* [WHAT TO WORK ON]: Word for word, repeat the data that follows. Do not include the pictures.

* [STORED DATA]:
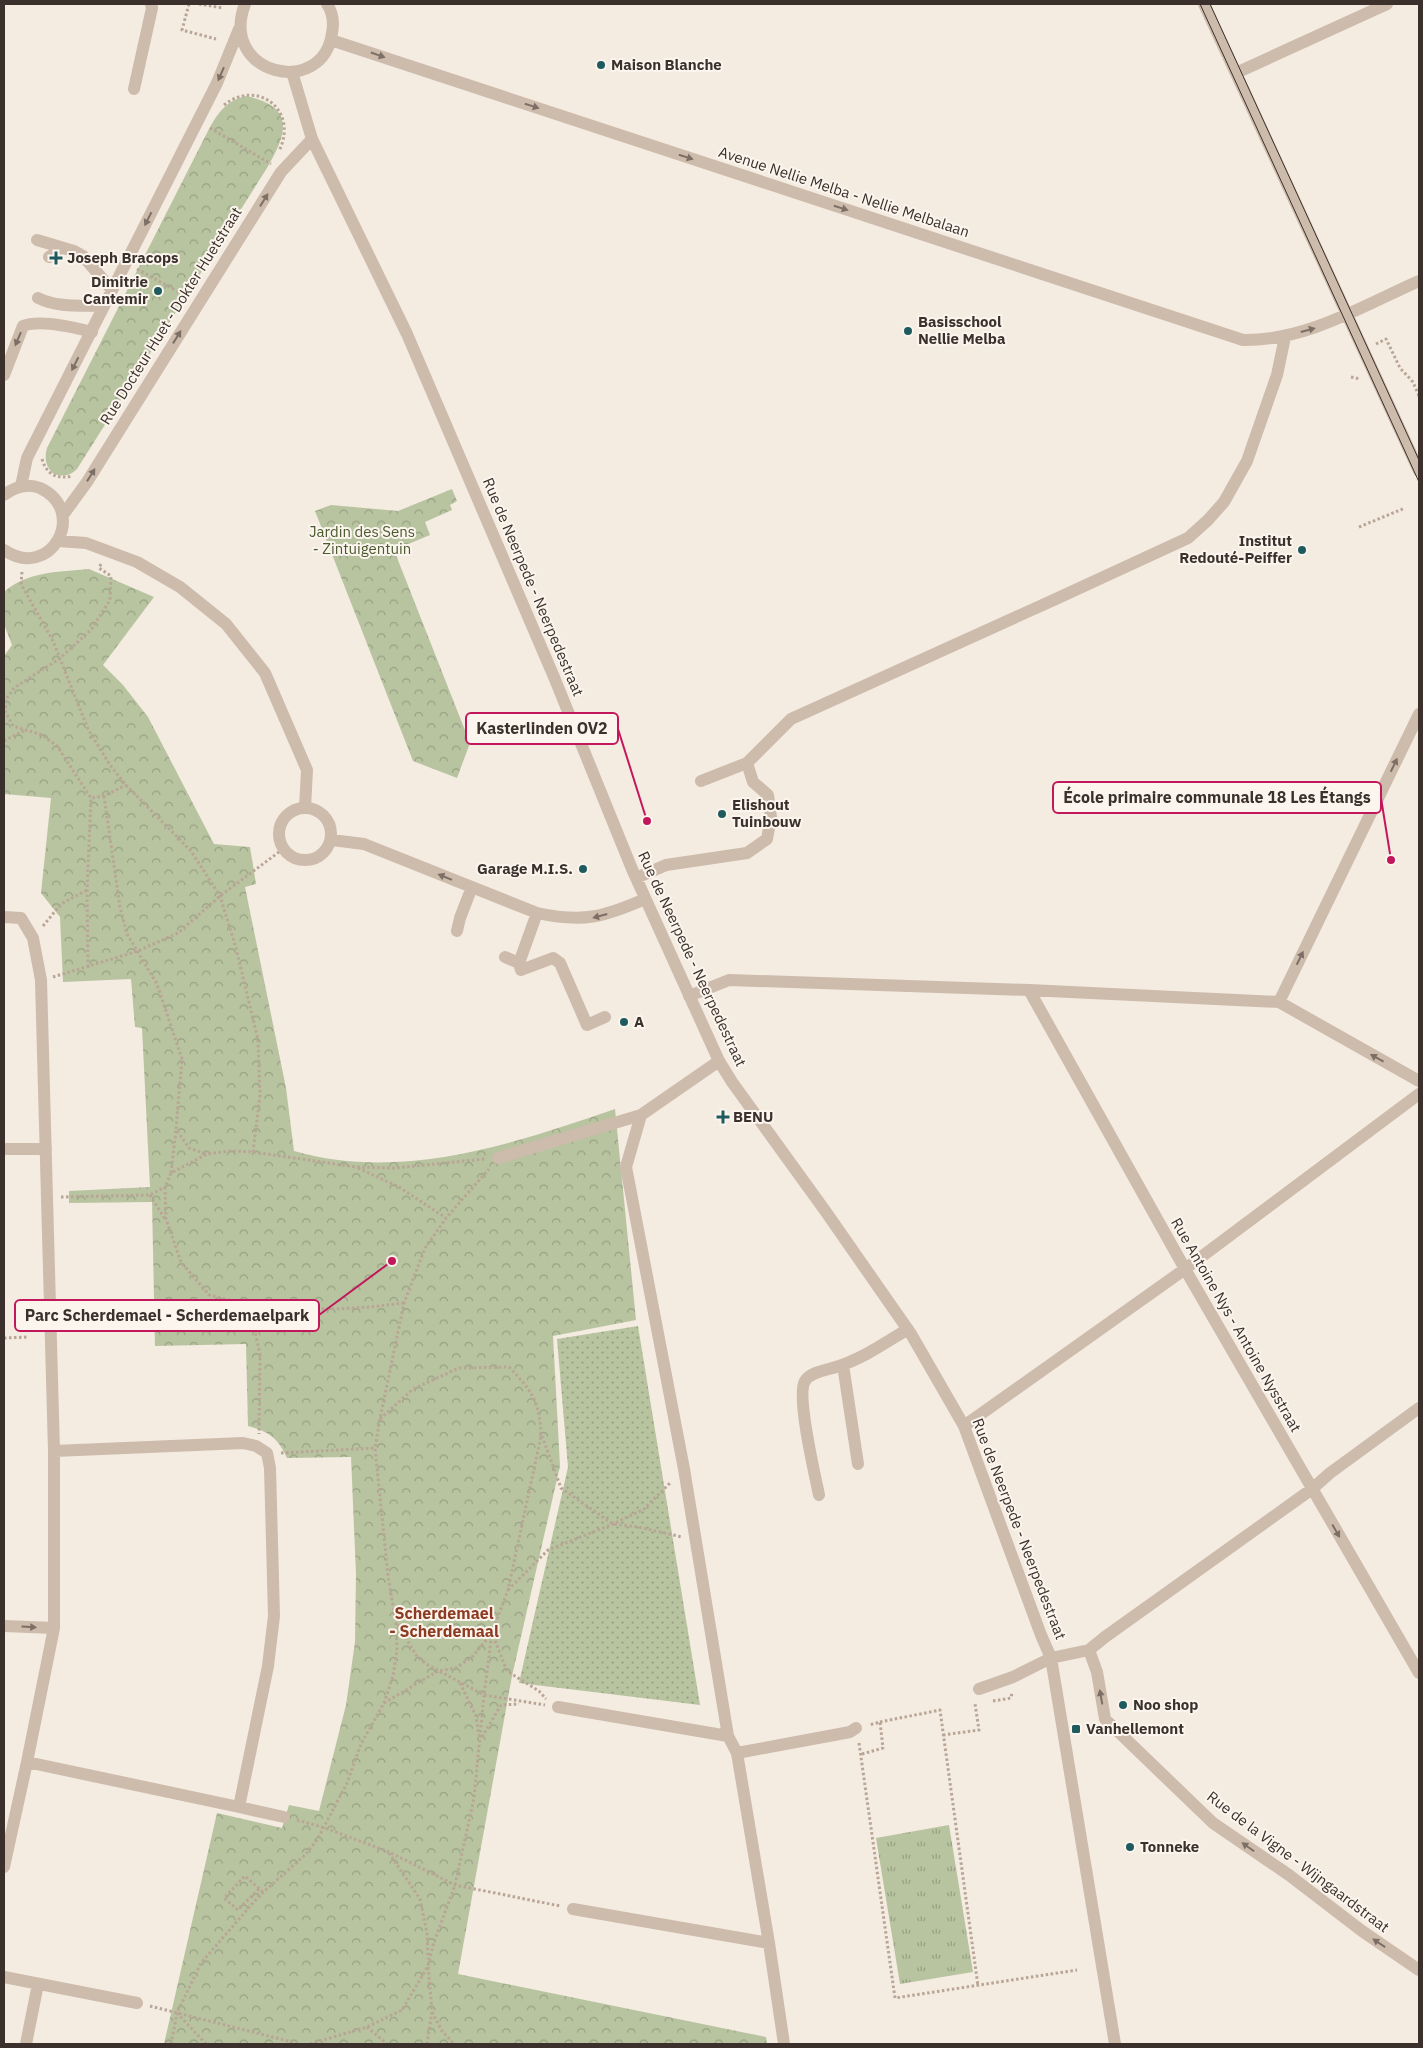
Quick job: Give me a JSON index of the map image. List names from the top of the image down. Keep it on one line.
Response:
{"streets":{"street":["Avenue Nellie Melba - Nellie Melbalaan","Rue Docteur Huet - Dokter Huetstraat","Rue de Neerpede - Neerpedestraat","Rue Antoine Nys - Antoine Nysstraat","Rue de la Vigne - Wijngaardstraat"]},"crossings":[["Rue Docteur Huet - Dokter Huetstraat","Rue de Neerpede - Neerpedestraat"]],"one_way":["Avenue Nellie Melba - Nellie Melbalaan","Rue de la Vigne - Wijngaardstraat"],"districts":["Scherdemael - Scherdemaal"],"parks":["Jardin des Sens - Zintuigentuin"],"places":{"other":["Maison Blanche","Dimitrie Cantemir","Basisschool Nellie Melba","Institut Redouté-Peiffer","Elishout Tuinbouw","Kasterlinden OV2","École primaire communale 18 Les Étangs","Garage M.I.S.","A","Parc Scherdemael - Scherdemaelpark","Noo shop","Tonneke"],"health":["Joseph Bracops","BENU"],"transit":["Vanhellemont"]}}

* [ANSWER BELOW]:
Quick job: Give me a JSON index of the map image. List names from the top of the image down. Keep it on one line.
Response:
{"streets":{"street":["Avenue Nellie Melba - Nellie Melbalaan","Rue Docteur Huet - Dokter Huetstraat","Rue de Neerpede - Neerpedestraat","Rue Antoine Nys - Antoine Nysstraat","Rue de la Vigne - Wijngaardstraat"]},"crossings":[["Rue Docteur Huet - Dokter Huetstraat","Rue de Neerpede - Neerpedestraat"]],"one_way":["Avenue Nellie Melba - Nellie Melbalaan","Rue de la Vigne - Wijngaardstraat"],"districts":["Scherdemael - Scherdemaal"],"parks":["Jardin des Sens - Zintuigentuin"],"places":{"other":["Maison Blanche","Dimitrie Cantemir","Basisschool Nellie Melba","Institut Redouté-Peiffer","Elishout Tuinbouw","Kasterlinden OV2","École primaire communale 18 Les Étangs","Garage M.I.S.","A","Parc Scherdemael - Scherdemaelpark","Noo shop","Tonneke"],"health":["Joseph Bracops","BENU"],"transit":["Vanhellemont"]}}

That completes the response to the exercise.